■ Work instruction
Should an entry include a picture, omit the picture and still repeat everything else exactly.

■ Information supplied
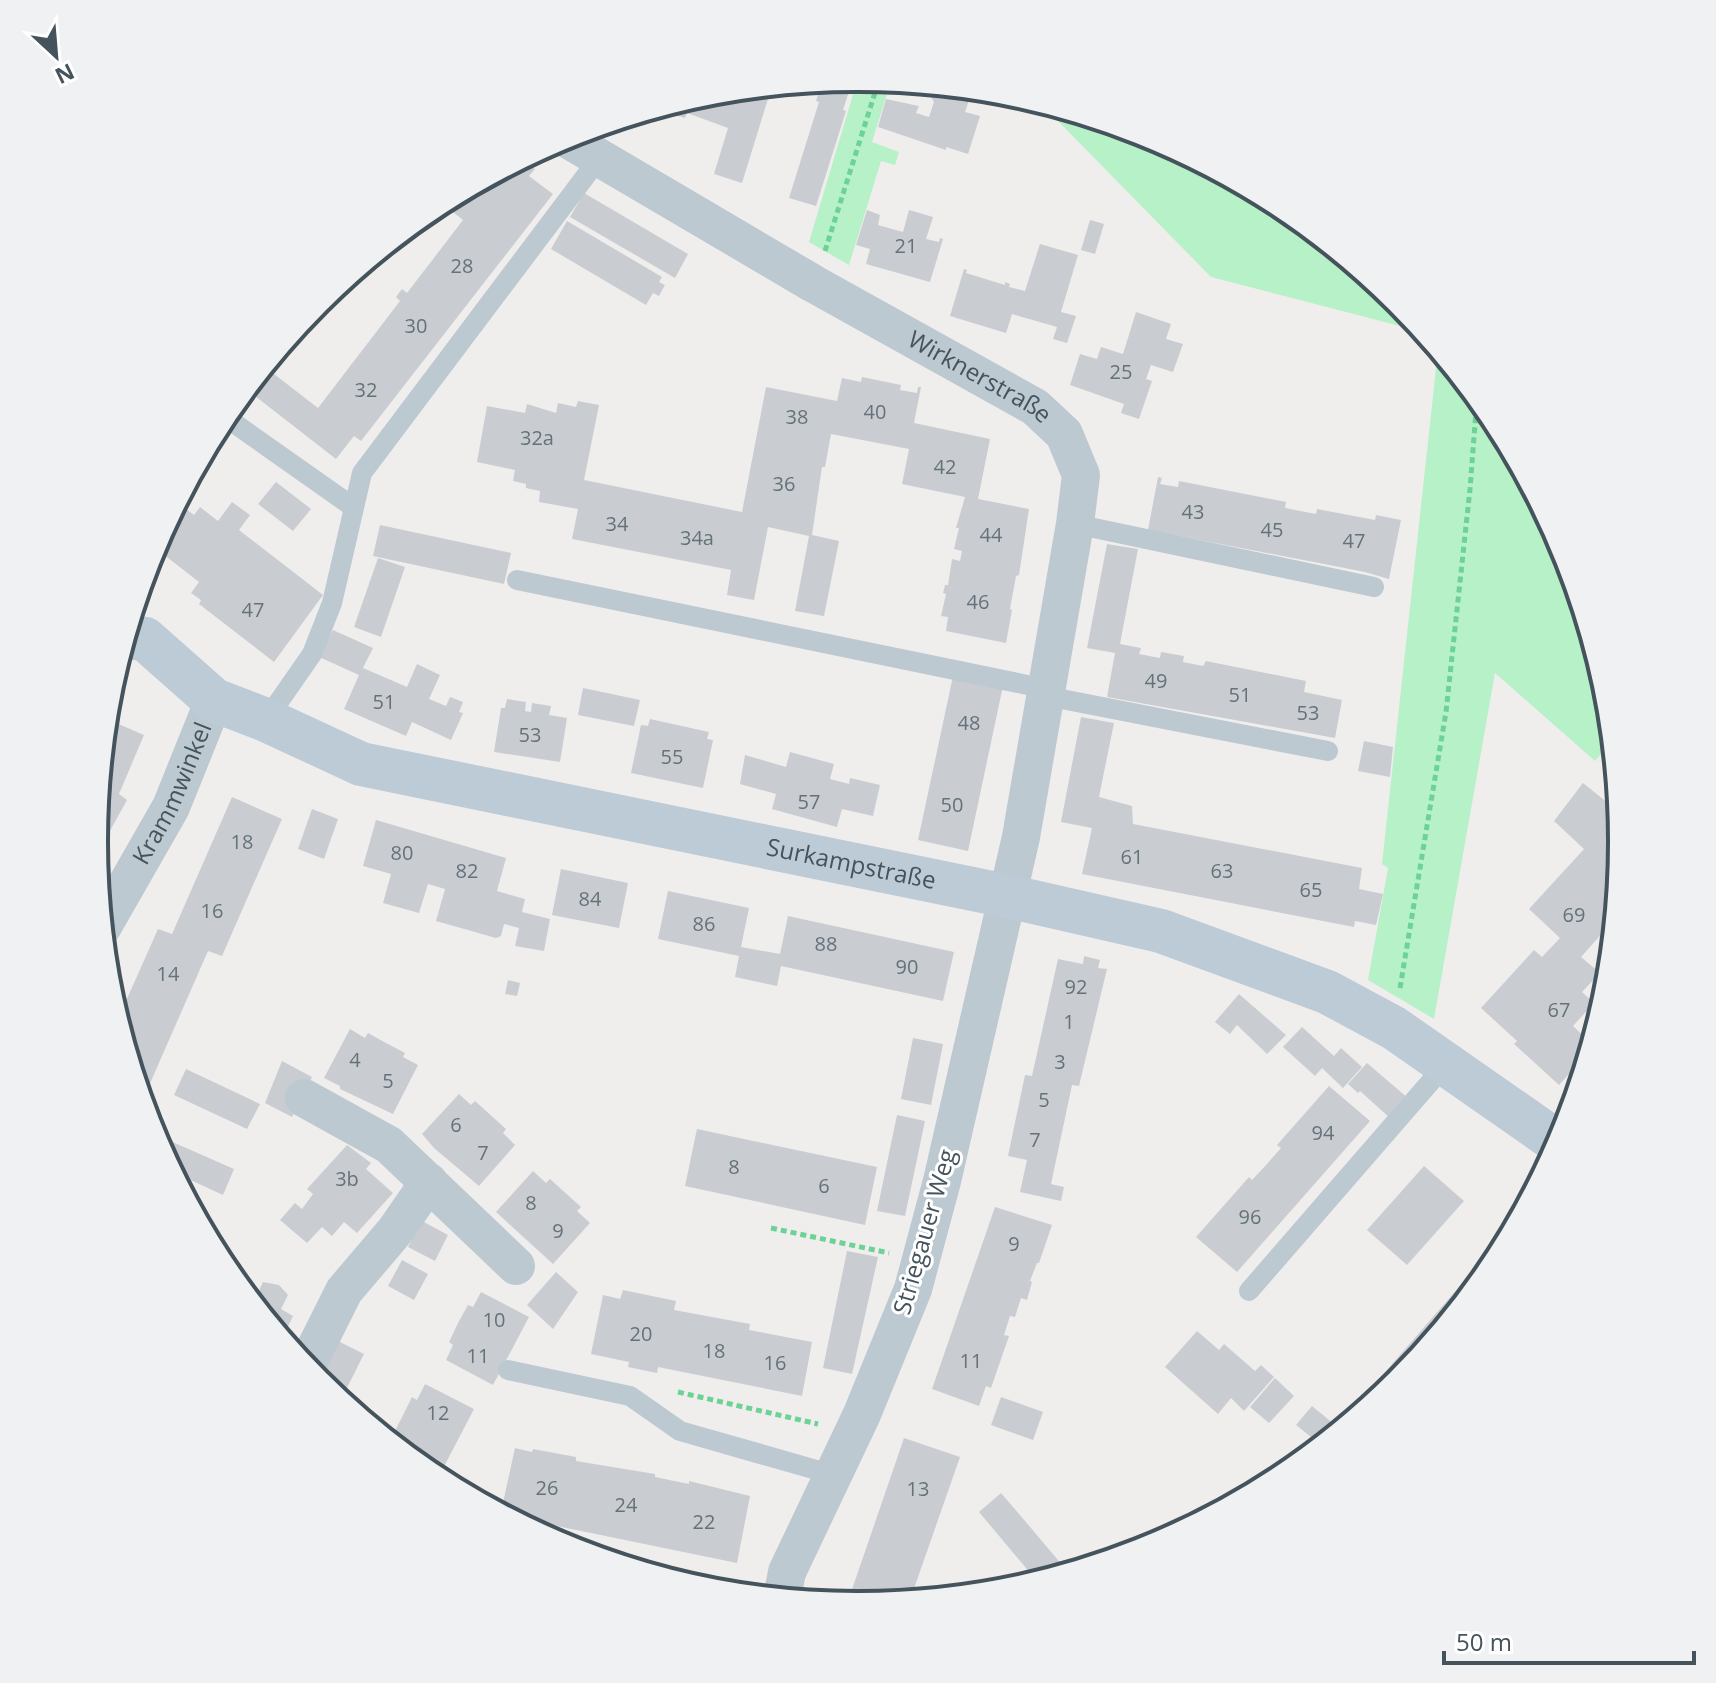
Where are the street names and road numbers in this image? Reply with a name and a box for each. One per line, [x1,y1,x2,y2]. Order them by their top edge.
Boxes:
street label: Wirknerstraße [903,322,1060,430]
street label: Krammwinkel [124,717,218,870]
street label: Surkampstraße [764,829,939,896]
street label: Striegauer Weg [884,1145,963,1318]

■ Result for this exercise
Where are the street names and road numbers in this image? Reply with a name and a box for each. One per line, [x1,y1,x2,y2]. Order them by their top edge.
Boxes:
street label: Wirknerstraße [903,322,1060,430]
street label: Krammwinkel [124,717,218,870]
street label: Surkampstraße [764,829,939,896]
street label: Striegauer Weg [884,1145,963,1318]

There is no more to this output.